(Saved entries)
[Start of Attachment]
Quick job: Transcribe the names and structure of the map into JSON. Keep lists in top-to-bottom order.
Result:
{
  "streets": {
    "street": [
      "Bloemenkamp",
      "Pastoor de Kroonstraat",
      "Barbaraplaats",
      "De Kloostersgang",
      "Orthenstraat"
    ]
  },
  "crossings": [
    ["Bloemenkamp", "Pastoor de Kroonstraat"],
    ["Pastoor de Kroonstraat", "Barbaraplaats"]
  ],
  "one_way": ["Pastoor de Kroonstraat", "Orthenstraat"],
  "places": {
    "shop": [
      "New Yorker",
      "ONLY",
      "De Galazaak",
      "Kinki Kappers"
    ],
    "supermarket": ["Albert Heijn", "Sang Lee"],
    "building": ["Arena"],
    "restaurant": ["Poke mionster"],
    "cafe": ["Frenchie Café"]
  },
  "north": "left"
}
[End of Attachment]
● **EXERCISE DETAILS**: Without omitting anything, output the data verbatim.

● **ANSWER TO THIS PROBLEM**:
Quick job: Transcribe the names and structure of the map into JSON. Keep lists in top-to-bottom order.
Result:
{
  "streets": {
    "street": [
      "Bloemenkamp",
      "Pastoor de Kroonstraat",
      "Barbaraplaats",
      "De Kloostersgang",
      "Orthenstraat"
    ]
  },
  "crossings": [
    ["Bloemenkamp", "Pastoor de Kroonstraat"],
    ["Pastoor de Kroonstraat", "Barbaraplaats"]
  ],
  "one_way": ["Pastoor de Kroonstraat", "Orthenstraat"],
  "places": {
    "shop": [
      "New Yorker",
      "ONLY",
      "De Galazaak",
      "Kinki Kappers"
    ],
    "supermarket": ["Albert Heijn", "Sang Lee"],
    "building": ["Arena"],
    "restaurant": ["Poke mionster"],
    "cafe": ["Frenchie Café"]
  },
  "north": "left"
}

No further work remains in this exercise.